_What is needed_
Among the lines of the entries below, count those containing the word "song" and answer with the number only.

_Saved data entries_
= Beginning of Section =

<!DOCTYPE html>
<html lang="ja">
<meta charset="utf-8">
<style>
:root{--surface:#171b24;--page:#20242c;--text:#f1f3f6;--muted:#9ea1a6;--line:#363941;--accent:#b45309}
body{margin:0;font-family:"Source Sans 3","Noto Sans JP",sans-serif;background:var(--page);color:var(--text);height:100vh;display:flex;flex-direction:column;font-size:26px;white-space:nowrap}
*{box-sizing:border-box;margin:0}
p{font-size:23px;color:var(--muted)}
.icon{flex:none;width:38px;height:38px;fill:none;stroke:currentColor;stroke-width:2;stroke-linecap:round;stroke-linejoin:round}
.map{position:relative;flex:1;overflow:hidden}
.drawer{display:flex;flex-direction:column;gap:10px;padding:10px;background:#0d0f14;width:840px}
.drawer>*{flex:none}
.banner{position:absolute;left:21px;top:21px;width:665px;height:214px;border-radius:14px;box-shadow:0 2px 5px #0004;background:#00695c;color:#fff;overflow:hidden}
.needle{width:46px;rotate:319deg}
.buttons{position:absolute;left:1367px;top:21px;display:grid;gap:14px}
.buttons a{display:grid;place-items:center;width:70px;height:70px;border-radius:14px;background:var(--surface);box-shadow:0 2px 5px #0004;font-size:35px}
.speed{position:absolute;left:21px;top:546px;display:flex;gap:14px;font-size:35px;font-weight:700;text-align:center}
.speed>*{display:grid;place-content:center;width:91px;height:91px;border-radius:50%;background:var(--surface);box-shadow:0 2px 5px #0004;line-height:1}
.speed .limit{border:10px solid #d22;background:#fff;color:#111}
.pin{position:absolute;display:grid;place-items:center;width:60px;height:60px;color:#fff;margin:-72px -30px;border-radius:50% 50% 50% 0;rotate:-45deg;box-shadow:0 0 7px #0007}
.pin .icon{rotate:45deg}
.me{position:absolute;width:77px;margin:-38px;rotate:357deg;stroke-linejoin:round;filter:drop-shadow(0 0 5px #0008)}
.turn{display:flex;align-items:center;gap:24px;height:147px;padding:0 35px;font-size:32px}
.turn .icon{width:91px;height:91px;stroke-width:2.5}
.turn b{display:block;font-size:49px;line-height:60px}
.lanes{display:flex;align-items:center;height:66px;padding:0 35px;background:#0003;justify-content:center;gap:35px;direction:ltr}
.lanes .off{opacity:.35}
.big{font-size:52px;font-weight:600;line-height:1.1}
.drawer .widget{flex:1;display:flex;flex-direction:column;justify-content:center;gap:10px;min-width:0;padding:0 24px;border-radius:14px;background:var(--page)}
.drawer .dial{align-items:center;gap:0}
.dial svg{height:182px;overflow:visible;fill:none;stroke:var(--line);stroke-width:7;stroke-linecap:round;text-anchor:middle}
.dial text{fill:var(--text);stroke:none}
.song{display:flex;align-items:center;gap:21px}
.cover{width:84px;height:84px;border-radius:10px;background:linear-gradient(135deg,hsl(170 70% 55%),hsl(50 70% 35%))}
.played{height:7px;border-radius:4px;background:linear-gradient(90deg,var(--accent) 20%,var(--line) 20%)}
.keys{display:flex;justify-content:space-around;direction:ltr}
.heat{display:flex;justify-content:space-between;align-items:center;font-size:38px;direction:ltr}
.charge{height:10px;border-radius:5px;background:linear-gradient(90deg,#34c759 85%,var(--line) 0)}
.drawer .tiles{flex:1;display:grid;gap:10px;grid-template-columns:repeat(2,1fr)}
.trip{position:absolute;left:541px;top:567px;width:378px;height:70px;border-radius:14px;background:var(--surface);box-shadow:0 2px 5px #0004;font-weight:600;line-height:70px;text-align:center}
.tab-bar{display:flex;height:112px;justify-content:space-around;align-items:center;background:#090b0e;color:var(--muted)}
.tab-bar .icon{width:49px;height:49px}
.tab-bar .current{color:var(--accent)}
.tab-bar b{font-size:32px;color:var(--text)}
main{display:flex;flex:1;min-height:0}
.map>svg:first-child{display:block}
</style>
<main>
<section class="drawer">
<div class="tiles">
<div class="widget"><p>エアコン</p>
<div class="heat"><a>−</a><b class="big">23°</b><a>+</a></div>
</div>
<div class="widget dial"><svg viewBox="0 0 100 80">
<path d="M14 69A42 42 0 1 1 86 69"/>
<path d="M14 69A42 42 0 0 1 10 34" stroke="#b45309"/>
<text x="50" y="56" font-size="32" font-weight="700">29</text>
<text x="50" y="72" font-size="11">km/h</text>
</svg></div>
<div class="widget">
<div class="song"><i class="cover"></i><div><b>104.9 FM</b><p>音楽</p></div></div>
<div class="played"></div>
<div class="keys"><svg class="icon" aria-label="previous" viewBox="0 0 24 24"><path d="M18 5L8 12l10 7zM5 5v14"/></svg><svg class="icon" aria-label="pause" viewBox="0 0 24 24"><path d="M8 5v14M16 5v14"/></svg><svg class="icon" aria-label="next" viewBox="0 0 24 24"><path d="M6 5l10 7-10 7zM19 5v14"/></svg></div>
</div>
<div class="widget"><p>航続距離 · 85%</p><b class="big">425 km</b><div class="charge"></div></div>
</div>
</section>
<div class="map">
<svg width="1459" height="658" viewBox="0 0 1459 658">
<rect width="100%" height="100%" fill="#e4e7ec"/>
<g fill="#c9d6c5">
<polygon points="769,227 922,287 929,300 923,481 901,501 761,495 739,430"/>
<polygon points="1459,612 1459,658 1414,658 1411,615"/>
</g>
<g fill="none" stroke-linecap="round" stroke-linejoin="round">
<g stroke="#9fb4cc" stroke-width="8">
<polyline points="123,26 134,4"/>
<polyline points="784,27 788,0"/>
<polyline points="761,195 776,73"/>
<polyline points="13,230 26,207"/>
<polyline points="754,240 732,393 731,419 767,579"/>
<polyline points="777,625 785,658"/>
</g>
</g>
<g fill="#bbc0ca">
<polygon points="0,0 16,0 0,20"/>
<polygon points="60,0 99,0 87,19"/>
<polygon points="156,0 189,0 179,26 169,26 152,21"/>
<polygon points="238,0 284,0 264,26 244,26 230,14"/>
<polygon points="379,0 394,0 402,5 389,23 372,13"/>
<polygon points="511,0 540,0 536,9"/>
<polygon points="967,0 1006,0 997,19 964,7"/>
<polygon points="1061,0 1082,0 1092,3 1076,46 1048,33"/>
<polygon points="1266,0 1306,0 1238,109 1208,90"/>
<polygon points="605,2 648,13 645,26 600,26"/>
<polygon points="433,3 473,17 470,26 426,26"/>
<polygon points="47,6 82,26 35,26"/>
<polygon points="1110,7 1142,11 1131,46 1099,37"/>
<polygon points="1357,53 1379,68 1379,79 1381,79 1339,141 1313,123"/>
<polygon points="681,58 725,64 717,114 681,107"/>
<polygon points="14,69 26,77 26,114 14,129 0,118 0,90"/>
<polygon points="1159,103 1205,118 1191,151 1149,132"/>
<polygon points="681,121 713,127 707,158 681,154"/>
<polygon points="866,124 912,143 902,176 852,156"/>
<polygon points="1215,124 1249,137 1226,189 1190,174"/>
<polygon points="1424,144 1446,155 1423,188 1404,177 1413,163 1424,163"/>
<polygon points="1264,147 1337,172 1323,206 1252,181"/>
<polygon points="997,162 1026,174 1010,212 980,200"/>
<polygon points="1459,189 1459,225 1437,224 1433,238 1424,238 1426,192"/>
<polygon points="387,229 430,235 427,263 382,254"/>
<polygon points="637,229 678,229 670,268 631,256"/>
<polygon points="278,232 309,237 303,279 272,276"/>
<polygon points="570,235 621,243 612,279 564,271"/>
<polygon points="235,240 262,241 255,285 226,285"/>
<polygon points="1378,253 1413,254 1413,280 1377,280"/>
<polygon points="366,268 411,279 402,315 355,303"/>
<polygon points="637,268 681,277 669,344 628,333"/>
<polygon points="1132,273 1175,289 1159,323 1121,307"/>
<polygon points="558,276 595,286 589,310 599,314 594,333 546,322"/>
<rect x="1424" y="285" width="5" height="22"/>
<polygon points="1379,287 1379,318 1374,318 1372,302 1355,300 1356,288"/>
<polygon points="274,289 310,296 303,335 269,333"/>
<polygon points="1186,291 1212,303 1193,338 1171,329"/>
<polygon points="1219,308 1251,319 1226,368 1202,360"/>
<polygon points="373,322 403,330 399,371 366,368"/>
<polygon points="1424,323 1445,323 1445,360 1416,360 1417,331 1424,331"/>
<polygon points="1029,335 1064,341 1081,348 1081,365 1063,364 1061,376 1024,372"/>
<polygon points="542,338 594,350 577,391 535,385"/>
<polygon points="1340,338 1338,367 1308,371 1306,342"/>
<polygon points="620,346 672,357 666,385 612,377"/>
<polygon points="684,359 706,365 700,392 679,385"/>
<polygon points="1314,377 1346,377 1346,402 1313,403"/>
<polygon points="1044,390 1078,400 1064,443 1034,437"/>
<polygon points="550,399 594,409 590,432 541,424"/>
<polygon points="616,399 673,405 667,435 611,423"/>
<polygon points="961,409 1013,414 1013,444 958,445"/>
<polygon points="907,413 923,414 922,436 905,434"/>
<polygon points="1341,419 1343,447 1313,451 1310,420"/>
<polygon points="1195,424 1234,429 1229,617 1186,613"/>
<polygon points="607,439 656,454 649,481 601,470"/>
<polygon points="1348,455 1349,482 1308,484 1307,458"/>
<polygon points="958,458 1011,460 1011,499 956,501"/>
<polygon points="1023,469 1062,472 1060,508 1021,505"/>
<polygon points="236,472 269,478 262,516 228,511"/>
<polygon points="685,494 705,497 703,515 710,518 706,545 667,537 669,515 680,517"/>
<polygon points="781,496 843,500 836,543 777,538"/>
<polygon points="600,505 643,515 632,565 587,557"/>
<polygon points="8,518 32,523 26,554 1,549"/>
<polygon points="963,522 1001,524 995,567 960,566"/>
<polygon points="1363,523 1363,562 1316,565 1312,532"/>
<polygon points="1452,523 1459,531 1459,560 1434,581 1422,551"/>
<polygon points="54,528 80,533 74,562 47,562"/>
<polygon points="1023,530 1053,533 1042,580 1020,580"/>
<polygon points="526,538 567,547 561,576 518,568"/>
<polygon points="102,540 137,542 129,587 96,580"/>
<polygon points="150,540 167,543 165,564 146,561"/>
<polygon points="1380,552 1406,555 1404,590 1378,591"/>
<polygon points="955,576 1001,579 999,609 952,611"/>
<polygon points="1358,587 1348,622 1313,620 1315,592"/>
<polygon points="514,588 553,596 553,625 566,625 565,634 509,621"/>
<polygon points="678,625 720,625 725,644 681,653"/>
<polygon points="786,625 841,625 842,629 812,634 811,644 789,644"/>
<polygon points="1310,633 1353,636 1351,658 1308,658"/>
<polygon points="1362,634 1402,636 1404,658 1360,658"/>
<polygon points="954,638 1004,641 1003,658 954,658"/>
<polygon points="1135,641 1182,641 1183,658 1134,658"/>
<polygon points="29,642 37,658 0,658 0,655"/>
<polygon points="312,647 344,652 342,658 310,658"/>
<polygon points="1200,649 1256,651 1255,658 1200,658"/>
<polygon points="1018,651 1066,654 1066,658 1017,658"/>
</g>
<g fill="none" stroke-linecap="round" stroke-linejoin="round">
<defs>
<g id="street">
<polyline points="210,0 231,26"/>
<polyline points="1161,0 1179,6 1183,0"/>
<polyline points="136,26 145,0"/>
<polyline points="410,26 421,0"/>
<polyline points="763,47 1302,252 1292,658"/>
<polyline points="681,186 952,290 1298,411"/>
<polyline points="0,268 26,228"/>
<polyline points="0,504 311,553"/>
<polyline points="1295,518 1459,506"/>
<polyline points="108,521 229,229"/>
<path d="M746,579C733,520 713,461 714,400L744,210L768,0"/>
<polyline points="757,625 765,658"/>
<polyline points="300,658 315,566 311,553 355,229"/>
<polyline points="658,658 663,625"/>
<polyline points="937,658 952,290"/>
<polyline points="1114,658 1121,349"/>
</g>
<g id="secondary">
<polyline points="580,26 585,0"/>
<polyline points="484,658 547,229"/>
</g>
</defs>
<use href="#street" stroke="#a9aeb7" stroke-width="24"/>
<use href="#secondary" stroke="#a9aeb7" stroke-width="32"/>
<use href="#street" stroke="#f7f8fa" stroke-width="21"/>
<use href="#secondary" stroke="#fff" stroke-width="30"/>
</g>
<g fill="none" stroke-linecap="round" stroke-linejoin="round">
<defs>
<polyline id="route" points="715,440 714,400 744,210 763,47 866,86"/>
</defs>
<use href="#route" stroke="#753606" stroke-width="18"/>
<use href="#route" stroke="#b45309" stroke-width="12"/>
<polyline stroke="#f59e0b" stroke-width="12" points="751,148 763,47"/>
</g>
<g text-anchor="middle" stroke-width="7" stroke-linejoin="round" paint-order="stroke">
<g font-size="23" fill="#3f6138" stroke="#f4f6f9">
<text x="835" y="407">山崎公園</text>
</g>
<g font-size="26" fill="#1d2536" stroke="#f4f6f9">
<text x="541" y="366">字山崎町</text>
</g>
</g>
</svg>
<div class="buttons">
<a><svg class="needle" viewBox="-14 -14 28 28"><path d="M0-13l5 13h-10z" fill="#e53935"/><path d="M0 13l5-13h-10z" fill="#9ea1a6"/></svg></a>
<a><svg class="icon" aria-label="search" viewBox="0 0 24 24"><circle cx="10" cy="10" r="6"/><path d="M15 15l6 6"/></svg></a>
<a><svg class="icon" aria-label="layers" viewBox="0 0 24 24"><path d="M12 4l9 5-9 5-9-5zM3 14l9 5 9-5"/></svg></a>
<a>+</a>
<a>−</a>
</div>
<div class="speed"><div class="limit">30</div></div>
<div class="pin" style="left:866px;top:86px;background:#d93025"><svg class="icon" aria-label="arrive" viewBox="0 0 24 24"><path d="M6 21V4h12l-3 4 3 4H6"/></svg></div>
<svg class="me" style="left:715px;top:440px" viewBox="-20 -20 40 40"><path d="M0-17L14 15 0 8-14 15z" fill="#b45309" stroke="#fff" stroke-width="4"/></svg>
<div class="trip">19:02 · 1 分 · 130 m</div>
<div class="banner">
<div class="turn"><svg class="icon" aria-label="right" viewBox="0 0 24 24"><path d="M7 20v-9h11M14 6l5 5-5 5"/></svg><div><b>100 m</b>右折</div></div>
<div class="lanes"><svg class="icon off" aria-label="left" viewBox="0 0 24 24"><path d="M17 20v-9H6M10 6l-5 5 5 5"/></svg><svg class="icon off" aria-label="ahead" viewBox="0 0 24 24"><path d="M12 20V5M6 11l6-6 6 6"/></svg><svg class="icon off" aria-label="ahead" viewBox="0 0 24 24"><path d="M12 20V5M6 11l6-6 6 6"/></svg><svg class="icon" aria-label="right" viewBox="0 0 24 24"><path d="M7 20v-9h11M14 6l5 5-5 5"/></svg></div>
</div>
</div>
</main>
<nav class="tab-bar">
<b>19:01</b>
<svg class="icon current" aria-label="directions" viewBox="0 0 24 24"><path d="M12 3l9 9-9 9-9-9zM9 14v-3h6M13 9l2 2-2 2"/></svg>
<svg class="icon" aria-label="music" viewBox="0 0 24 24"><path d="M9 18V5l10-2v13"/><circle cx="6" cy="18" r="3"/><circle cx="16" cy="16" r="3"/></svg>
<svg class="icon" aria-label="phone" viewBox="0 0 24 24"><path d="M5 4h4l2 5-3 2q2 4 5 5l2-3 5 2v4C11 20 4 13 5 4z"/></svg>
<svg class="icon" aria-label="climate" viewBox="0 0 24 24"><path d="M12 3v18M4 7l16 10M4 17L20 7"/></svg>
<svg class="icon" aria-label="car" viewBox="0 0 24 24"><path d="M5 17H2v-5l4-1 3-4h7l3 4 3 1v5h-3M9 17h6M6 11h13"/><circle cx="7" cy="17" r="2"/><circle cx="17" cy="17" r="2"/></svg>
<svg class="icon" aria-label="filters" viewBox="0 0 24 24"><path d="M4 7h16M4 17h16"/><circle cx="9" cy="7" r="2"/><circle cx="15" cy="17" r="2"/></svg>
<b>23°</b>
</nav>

= End of Section =

_Response_
2